As expected, John Key’s National Party was relatively untroubled in Saturday’s New Zealand election. On final figures for the night — so with postal and absentees (called “special votes”) still to come — it will finish on 60 seats; two one-seat allies, ACT and United Future, give it 62 out of 121. If the Maori Party signs up again its three seats would take the government’s total to 65, a nine-seat majority.
For those who are used to single-member districts that doesn’t sound like much, but under proportional representation and against a grab-bag of opponents it’s pretty good. It’s easily the best result for one party since the introduction of mixed-member proportional voting (MMP) in 1996.

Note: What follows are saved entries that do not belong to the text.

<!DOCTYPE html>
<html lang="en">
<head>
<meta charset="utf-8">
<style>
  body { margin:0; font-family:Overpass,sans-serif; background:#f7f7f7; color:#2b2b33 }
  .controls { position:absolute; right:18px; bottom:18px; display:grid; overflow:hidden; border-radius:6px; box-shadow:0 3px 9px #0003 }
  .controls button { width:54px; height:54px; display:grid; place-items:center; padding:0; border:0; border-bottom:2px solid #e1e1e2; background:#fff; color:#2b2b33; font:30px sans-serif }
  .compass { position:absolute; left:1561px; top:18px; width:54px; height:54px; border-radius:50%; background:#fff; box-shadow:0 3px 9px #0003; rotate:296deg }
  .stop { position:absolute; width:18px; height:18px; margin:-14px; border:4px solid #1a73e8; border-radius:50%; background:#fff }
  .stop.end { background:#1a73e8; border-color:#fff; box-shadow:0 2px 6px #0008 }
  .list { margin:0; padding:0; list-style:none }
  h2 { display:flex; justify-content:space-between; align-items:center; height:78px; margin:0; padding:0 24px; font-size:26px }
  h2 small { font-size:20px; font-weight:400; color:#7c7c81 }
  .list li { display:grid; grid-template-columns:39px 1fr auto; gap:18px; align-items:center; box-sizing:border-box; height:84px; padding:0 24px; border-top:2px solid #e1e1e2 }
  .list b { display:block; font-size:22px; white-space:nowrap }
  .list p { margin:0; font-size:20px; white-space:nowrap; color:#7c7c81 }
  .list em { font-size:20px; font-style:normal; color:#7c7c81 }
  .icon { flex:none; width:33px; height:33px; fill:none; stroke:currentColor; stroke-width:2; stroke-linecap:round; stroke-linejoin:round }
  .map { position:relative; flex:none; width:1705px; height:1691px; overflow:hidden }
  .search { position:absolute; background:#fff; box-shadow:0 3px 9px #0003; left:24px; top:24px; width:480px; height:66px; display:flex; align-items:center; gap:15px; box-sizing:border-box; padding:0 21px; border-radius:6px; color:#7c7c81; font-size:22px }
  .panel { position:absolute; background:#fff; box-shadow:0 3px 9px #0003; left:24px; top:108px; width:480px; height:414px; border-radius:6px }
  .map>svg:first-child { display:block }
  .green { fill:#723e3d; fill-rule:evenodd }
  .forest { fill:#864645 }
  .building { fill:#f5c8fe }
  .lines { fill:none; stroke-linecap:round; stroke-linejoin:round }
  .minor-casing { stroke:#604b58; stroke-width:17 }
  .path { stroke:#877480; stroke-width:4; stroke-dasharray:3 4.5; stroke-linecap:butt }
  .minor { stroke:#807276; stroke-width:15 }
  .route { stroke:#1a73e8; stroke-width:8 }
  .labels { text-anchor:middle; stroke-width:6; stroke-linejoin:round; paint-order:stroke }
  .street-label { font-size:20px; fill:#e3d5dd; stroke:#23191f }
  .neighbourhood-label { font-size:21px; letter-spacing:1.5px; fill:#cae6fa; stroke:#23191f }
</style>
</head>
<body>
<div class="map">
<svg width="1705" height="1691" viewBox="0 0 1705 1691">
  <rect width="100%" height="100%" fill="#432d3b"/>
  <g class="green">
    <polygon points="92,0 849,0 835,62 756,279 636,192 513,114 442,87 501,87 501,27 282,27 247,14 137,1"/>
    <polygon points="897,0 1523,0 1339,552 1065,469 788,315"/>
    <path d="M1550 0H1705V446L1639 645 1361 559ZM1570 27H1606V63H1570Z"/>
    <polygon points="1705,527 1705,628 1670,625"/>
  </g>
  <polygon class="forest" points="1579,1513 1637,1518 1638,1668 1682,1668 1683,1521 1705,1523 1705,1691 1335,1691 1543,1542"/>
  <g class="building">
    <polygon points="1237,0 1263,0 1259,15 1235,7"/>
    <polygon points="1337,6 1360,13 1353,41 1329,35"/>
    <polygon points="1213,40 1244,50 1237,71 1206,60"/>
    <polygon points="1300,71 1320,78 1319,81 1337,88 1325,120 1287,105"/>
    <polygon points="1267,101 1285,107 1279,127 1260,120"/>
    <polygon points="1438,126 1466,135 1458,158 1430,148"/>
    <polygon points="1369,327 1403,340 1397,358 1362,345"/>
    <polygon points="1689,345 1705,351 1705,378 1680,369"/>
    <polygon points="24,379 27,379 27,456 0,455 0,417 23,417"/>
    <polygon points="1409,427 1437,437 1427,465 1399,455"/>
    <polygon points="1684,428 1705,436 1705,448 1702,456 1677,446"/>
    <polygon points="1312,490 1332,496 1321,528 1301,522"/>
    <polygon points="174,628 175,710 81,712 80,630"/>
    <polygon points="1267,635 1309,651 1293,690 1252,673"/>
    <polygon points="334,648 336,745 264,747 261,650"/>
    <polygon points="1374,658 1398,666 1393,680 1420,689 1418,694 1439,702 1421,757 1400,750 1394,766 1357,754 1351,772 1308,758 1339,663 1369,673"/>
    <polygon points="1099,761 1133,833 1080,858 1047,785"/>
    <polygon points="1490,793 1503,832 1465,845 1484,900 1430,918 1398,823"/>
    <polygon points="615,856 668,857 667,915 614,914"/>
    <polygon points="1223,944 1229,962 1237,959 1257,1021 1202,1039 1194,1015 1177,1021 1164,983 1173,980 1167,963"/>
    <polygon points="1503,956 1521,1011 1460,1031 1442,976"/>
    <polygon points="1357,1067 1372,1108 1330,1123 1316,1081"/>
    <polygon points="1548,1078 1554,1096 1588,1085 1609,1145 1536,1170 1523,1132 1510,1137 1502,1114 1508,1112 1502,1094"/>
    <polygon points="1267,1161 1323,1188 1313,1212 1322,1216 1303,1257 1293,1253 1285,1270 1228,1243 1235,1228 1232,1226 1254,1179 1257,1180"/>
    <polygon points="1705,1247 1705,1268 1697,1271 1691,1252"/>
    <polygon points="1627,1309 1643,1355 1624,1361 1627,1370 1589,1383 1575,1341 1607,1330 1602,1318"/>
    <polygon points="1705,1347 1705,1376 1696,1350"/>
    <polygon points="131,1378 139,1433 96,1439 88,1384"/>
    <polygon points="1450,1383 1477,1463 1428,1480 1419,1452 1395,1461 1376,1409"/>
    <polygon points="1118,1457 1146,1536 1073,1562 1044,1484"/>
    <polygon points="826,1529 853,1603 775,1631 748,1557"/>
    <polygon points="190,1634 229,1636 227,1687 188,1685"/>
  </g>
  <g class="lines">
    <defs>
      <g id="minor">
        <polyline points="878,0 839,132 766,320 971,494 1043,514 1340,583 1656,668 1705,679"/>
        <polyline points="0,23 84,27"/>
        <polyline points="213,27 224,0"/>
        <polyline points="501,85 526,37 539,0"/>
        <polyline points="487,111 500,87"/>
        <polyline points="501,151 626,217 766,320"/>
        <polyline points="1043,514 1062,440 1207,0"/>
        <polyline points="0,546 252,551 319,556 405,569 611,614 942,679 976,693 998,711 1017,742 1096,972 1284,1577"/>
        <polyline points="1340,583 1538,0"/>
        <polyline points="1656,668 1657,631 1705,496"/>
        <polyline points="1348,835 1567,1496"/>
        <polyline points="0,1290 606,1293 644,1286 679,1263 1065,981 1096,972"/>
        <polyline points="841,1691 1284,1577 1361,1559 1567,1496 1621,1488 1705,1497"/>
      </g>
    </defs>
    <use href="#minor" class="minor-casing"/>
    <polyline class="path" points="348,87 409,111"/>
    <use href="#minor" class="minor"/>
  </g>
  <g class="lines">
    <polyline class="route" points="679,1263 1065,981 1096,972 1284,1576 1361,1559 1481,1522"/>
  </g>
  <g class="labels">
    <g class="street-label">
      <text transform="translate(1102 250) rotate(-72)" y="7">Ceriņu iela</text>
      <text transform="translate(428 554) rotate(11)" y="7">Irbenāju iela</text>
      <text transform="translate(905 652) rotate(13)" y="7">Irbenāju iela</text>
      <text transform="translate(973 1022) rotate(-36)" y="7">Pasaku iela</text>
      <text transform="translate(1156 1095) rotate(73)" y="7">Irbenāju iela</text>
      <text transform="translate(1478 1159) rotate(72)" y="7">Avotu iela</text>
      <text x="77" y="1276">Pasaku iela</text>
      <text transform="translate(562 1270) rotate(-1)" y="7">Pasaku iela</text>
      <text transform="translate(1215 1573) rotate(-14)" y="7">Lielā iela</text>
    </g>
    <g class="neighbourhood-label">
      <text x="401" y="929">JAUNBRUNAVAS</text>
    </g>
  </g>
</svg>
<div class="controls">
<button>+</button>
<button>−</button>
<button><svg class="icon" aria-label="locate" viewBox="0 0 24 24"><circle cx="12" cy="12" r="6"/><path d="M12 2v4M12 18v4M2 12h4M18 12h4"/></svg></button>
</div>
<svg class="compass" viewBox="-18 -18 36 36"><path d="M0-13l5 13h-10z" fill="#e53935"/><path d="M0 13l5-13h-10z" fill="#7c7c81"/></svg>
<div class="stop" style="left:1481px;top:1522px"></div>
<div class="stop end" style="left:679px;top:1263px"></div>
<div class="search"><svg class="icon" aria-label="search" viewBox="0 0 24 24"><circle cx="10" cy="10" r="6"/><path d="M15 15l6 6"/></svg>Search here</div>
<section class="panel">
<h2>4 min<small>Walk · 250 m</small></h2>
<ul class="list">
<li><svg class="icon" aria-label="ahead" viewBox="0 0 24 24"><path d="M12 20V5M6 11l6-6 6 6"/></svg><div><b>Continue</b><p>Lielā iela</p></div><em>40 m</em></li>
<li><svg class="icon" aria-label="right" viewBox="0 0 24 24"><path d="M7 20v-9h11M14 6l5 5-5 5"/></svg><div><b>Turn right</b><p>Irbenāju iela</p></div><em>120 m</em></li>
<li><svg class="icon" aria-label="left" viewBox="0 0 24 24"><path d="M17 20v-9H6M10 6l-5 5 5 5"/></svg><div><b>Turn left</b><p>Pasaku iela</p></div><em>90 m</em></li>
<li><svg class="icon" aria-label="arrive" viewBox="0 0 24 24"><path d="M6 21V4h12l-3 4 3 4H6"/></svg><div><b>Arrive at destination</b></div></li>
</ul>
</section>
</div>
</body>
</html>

Not quite as good, mind you, as the opinion polls had been saying; most of them put National’s vote above 50%, but it finished with only 48%.
Gary Morgan’s was the closest (49.5%) and also picked the late surge for Winston Peters’s New Zealand First, but it got the balance between Greens and Labour badly wrong.
The main reason Key’s tally is lower than expected was the strong performance of NZ First, which gained a swing of 2.7% to return to parliament with eight seats (and very close to a ninth), thus reducing the number of wasted votes. But although that’s mathematically bad for National, it’s probably strategically good: Peters can’t play off one party against the other (Key doesn’t need him, and has consistently said he wouldn’t deal with him anyway), he can just complicate Labour’s message and impair the effectiveness of the opposition.
It was also a good election for the Greens, with 10.6% and 13 seats, consolidating their position as the third party. They generally do well on special votes so they could easily pick up a 14th seat, at the expense of either Labour or National. Labour’s 27.1%, on the other hand, is its worst result since 1928. It’s probably not a coincidence that turnout was also well down, continuing a long-term trend.
ACT and United Future are nowhere near the 5% threshold for representation; they survive only because tactical voting by National supporters delivers them an electorate seat, and even then they don’t have enough support to bring in any list members as well. (United Future was already in this position in 2008 — now ACT has joined it.) Without that tactical voting, National and NZ First would each have won an extra list seat, so National would have had an absolute majority of 61 out of 121.
Whether a one-seat majority on your own is better or worse than a three-seat majority with two reasonably tame allies is I guess a matter of opinion. But in either case the fact that a party with 48% of the vote is very close to a majority of seats is just what democracy should look like. Compare last year in Australia, where Labor and the Coalition each won 48% of the seats with respectively 38% and 43% of the vote — and that’s the closest we’ve been to a proportional result for a long time.
Importantly, even though National hasn’t reached the magic 61 this time, it’s been shown that it’s quite possible. The reason single parties usually don’t win majorities is not some malign conspiracy of the system, it’s because the majority of people don’t vote for them.
Nor is National’s victory hard to explain. Like Australians, New Zealanders are indulgent towards first-term governments; Key is personally popular and has governed in studiously moderate fashion. For his second term he has promised some limited privatisations, but clearly not enough to frighten the electorate.
Befitting its character as a European outpost, New Zealand is showing the same political pattern as most of the EU: centre-right parties are choosing cautious, middle-of-the-road leaders and the voters are rewarding them with a string of victories, whether despite or because of difficult economic times. Australia and the US, on the other hand, have thrown up hard-right ideologues that the electorate is having trouble warming to.
Referendum votes cast on Saturday will be counted this week, so for now we only have the pre-polls, but on those there’s not much doubt the electorate has rejected the move to abolish MMP — 53.7% voting to retain it against 42.6% for change. Good for them.